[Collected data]
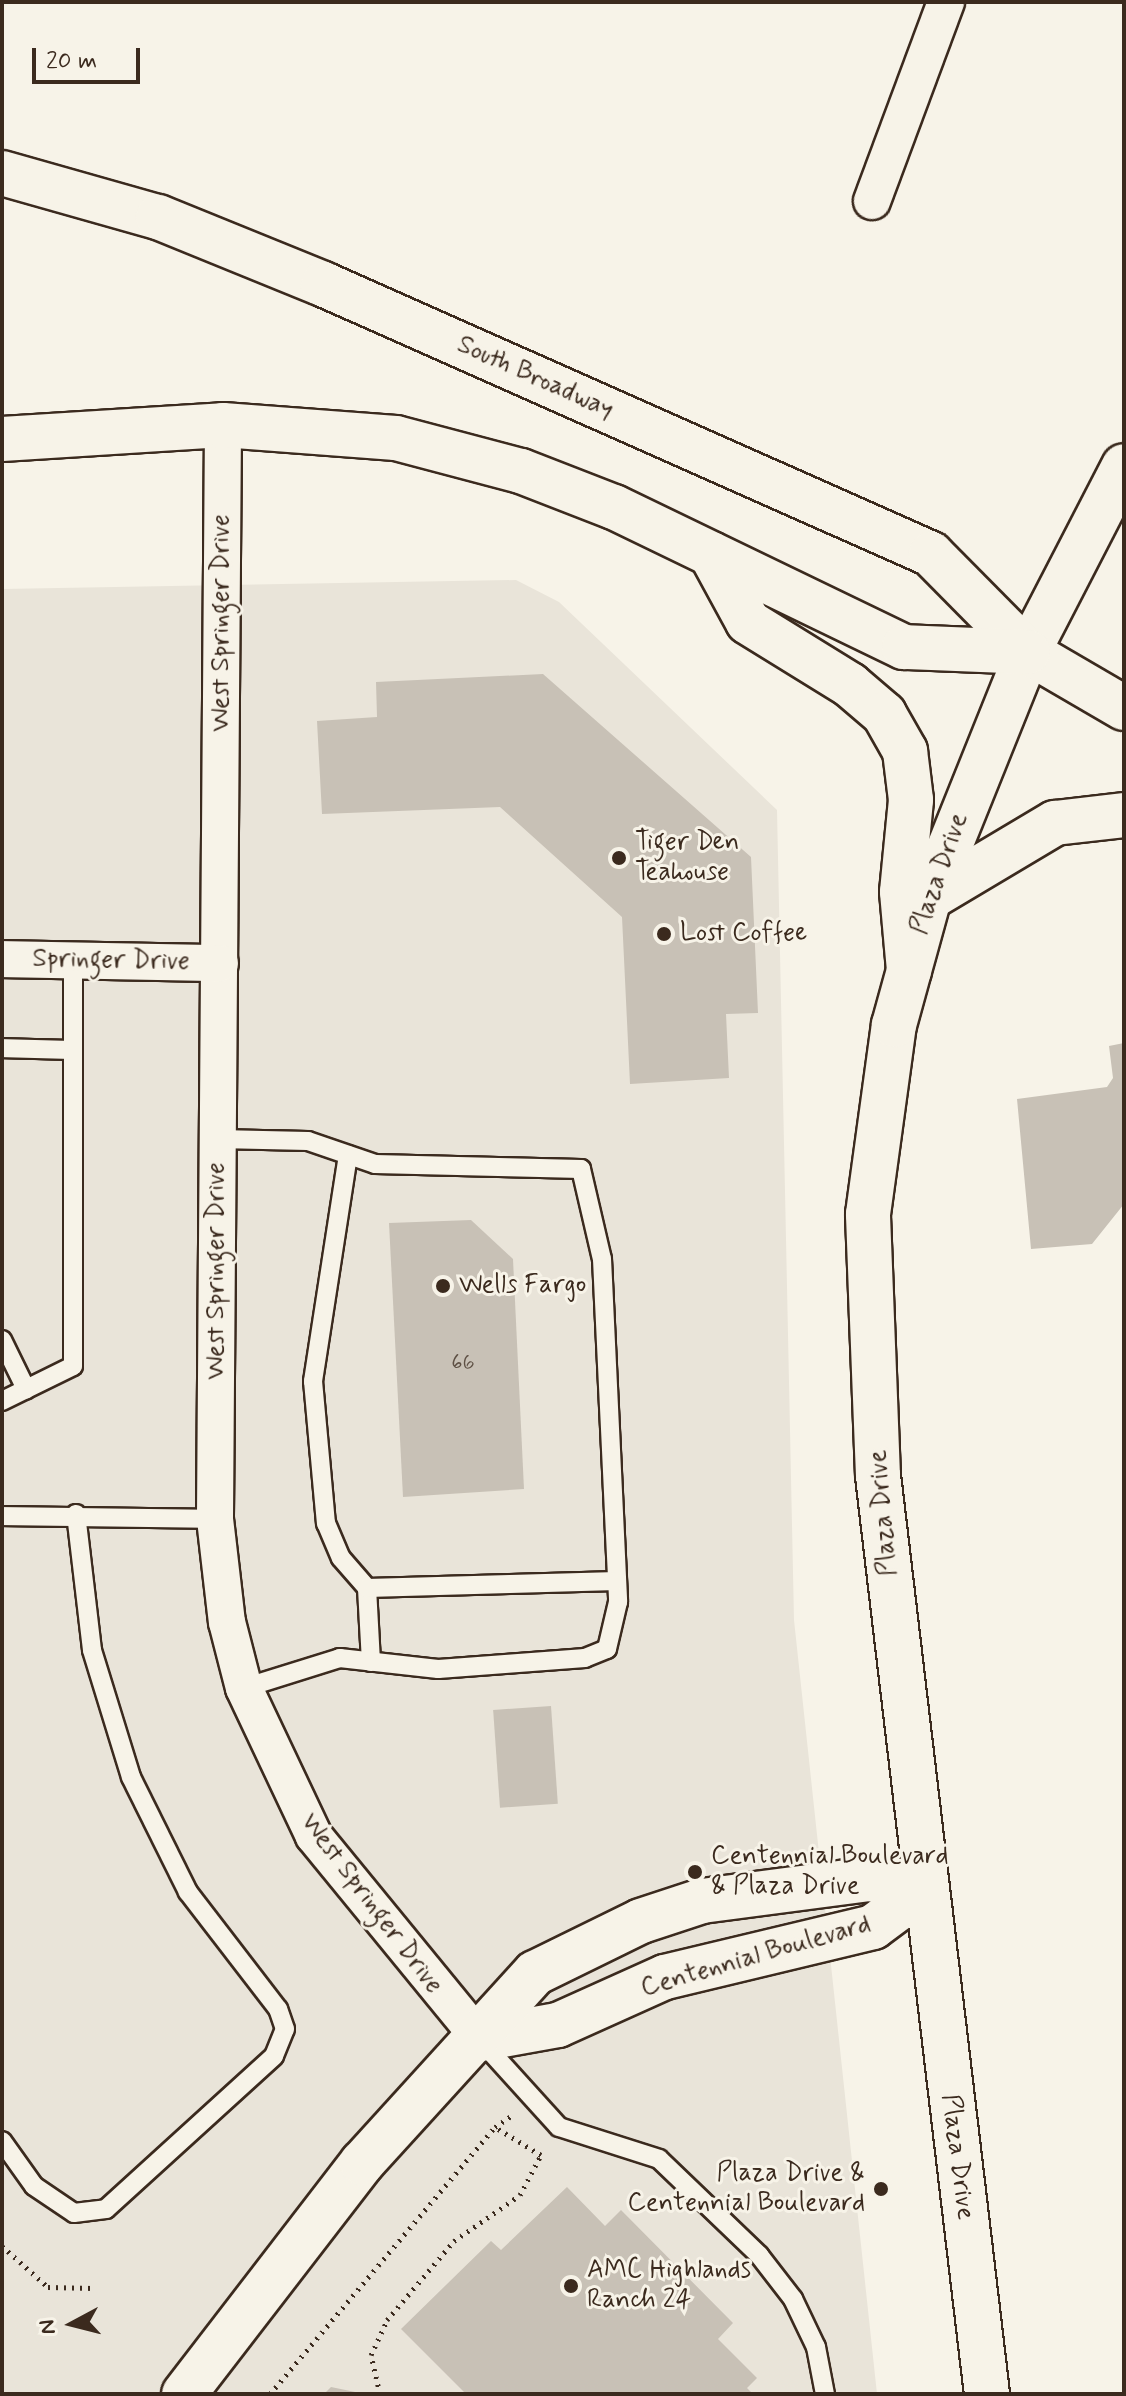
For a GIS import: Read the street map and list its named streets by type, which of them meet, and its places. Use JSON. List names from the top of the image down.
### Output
{
  "streets": {
    "street": [
      "South Broadway",
      "West Springer Drive",
      "Plaza Drive",
      "Springer Drive",
      "Centennial Boulevard"
    ]
  },
  "crossings": [
    ["South Broadway", "West Springer Drive"],
    ["South Broadway", "Plaza Drive"],
    ["West Springer Drive", "Springer Drive"],
    ["West Springer Drive", "Centennial Boulevard"],
    ["Plaza Drive", "Centennial Boulevard"]
  ],
  "places": [
    "Tiger Den Teahouse",
    "Lost Coffee",
    "Wells Fargo",
    "Centennial Boulevard & Plaza Drive",
    "Plaza Drive & Centennial Boulevard",
    "AMC Highlands Ranch 24"
  ],
  "house_numbers": ["66"],
  "scale_bar": "20 m",
  "north": "left"
}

EXERCISE REQUIREMENTS:
Quote the records in their entirety, keeping the wording exact and excluding pictures.

TASK RESPONSE:
For a GIS import: Read the street map and list its named streets by type, which of them meet, and its places. Use JSON. List names from the top of the image down.
### Output
{
  "streets": {
    "street": [
      "South Broadway",
      "West Springer Drive",
      "Plaza Drive",
      "Springer Drive",
      "Centennial Boulevard"
    ]
  },
  "crossings": [
    ["South Broadway", "West Springer Drive"],
    ["South Broadway", "Plaza Drive"],
    ["West Springer Drive", "Springer Drive"],
    ["West Springer Drive", "Centennial Boulevard"],
    ["Plaza Drive", "Centennial Boulevard"]
  ],
  "places": [
    "Tiger Den Teahouse",
    "Lost Coffee",
    "Wells Fargo",
    "Centennial Boulevard & Plaza Drive",
    "Plaza Drive & Centennial Boulevard",
    "AMC Highlands Ranch 24"
  ],
  "house_numbers": ["66"],
  "scale_bar": "20 m",
  "north": "left"
}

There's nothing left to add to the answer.